What the task asks: Copy each line of the entries that contains the word "readable".

* * * *

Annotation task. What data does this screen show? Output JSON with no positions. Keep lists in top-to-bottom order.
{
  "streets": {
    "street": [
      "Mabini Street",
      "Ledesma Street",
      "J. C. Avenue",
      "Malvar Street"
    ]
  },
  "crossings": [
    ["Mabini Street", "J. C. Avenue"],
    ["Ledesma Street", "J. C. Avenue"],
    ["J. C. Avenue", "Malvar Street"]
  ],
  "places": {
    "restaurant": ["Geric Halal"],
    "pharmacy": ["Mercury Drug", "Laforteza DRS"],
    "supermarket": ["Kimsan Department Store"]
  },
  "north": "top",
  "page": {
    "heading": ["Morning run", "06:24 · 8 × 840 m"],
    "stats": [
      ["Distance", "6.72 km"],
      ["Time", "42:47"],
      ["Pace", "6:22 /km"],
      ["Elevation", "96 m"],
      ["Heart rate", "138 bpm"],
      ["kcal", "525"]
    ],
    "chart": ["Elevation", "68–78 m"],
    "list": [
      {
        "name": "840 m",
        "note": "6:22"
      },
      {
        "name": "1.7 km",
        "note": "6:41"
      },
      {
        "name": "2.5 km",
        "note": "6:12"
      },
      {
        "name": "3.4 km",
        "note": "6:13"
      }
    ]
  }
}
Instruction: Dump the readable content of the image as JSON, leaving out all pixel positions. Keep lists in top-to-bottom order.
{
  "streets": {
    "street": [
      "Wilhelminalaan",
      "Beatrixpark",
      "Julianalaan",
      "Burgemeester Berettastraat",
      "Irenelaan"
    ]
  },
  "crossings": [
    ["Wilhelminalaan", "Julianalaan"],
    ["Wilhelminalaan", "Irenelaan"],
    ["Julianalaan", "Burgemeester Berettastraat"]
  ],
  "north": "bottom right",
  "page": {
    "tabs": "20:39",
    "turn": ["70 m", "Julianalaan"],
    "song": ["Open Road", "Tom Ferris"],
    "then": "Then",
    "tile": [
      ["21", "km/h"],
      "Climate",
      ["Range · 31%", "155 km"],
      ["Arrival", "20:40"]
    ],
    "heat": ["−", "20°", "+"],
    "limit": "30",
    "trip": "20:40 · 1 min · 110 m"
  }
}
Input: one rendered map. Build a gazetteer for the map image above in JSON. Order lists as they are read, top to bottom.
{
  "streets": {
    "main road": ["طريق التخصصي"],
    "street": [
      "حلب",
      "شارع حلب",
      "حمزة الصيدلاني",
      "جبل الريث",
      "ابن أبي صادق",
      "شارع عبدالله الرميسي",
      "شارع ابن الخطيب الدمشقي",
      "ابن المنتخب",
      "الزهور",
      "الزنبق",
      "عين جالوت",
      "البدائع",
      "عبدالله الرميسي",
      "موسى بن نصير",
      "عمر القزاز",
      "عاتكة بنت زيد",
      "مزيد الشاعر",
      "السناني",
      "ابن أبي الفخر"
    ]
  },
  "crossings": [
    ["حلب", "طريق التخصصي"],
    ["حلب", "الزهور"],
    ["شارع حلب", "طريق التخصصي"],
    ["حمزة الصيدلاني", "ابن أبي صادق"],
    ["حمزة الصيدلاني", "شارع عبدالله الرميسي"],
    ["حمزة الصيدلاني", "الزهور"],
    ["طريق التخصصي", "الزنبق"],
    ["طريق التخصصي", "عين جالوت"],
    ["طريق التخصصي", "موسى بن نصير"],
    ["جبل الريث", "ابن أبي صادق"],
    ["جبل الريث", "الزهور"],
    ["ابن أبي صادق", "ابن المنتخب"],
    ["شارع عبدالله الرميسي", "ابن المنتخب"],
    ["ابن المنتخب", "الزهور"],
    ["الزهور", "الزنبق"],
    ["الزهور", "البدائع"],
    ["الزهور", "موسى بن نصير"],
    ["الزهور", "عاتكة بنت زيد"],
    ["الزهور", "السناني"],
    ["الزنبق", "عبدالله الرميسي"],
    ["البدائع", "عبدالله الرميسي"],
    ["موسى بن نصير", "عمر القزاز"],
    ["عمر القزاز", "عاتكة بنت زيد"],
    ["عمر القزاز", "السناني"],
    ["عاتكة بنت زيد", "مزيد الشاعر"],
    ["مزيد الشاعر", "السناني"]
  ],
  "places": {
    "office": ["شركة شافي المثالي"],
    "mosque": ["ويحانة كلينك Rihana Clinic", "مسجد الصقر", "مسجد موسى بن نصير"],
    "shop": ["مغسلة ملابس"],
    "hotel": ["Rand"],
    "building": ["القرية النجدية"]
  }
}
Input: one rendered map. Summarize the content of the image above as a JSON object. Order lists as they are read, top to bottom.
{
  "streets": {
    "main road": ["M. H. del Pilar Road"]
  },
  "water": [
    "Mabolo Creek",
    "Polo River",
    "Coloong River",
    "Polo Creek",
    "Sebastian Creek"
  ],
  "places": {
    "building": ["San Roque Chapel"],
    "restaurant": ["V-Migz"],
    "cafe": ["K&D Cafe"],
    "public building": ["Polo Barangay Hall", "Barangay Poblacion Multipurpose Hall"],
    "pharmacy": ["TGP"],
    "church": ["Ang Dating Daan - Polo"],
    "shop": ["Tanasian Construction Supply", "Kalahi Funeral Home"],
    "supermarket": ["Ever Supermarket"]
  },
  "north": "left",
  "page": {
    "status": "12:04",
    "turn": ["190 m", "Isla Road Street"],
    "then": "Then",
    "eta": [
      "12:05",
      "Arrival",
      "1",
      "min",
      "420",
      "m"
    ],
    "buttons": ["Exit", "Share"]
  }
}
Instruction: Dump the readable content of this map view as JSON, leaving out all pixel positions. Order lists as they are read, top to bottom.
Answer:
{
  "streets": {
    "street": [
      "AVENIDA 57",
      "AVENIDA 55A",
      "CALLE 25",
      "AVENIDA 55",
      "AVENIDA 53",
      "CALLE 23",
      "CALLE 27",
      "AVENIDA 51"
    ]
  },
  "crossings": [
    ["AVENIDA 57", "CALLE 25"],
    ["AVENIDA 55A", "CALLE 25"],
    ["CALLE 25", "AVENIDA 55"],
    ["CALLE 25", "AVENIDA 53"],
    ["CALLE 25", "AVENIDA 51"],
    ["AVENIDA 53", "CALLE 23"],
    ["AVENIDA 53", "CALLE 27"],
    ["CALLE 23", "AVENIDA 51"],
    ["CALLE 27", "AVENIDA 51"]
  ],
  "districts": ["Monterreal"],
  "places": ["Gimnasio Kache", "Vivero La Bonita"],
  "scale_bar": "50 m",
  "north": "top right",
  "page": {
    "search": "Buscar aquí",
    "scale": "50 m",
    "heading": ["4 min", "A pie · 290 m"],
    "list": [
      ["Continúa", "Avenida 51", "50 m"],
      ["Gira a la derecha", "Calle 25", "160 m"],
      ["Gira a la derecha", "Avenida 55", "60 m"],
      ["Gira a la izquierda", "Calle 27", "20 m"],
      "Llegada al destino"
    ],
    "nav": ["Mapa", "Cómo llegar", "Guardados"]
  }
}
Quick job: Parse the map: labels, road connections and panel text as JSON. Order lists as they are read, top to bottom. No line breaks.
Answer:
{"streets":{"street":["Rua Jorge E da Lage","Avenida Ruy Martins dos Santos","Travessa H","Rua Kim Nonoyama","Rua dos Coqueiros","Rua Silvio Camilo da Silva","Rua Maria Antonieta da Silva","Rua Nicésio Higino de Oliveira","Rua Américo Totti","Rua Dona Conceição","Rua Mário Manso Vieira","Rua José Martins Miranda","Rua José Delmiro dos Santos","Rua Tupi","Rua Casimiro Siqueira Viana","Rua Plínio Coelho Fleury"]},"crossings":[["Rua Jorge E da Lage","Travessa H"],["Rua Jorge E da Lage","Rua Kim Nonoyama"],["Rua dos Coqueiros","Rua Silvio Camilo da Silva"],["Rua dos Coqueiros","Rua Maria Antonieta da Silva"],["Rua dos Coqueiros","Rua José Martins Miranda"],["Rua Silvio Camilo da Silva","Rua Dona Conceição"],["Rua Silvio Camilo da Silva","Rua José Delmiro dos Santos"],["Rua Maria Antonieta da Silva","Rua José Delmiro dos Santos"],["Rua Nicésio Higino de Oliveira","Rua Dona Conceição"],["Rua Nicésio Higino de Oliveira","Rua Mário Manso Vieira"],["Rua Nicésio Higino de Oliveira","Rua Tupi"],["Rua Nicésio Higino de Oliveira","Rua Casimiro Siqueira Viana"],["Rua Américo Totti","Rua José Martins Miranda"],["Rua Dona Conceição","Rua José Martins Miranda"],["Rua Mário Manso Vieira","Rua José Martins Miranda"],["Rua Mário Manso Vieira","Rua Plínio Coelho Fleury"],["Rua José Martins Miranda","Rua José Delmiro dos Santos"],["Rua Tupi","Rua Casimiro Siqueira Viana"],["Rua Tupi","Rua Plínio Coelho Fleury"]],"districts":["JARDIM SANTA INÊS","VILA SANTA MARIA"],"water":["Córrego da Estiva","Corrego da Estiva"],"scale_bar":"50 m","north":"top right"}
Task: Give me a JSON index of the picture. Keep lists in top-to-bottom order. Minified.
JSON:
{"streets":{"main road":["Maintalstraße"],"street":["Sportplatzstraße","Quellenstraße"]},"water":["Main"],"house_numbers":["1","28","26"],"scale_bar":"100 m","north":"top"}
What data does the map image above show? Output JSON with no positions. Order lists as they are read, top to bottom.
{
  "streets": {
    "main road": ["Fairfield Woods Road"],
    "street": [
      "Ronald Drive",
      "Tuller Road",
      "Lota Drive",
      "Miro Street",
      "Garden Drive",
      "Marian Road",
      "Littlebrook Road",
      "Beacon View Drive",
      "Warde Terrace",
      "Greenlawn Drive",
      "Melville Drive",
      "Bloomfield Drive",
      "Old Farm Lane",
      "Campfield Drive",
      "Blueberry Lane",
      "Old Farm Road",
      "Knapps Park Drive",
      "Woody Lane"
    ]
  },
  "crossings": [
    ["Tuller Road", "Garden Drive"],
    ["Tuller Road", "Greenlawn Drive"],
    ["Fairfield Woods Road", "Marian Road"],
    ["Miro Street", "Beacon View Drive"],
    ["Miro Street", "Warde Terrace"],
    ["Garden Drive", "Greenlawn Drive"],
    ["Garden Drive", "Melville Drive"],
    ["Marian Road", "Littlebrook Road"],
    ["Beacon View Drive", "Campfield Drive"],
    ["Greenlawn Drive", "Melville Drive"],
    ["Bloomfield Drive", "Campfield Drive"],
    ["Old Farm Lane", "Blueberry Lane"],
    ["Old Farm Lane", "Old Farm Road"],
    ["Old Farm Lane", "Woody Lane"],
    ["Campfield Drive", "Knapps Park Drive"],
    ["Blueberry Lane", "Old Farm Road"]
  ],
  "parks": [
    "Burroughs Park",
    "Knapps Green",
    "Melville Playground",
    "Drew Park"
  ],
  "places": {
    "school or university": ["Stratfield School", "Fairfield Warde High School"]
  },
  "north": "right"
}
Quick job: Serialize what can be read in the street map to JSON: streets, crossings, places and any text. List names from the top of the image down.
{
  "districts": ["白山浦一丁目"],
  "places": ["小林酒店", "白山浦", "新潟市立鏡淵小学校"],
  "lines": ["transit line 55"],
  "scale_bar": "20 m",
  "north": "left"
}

* * * *

Task solution:
Instruction: Dump the readable content of the image as JSON, leaving out all pixel positions. Keep lists in top-to-bottom order.
Instruction: Dump the readable content of this map view as JSON, leaving out all pixel positions. Order lists as they are read, top to bottom.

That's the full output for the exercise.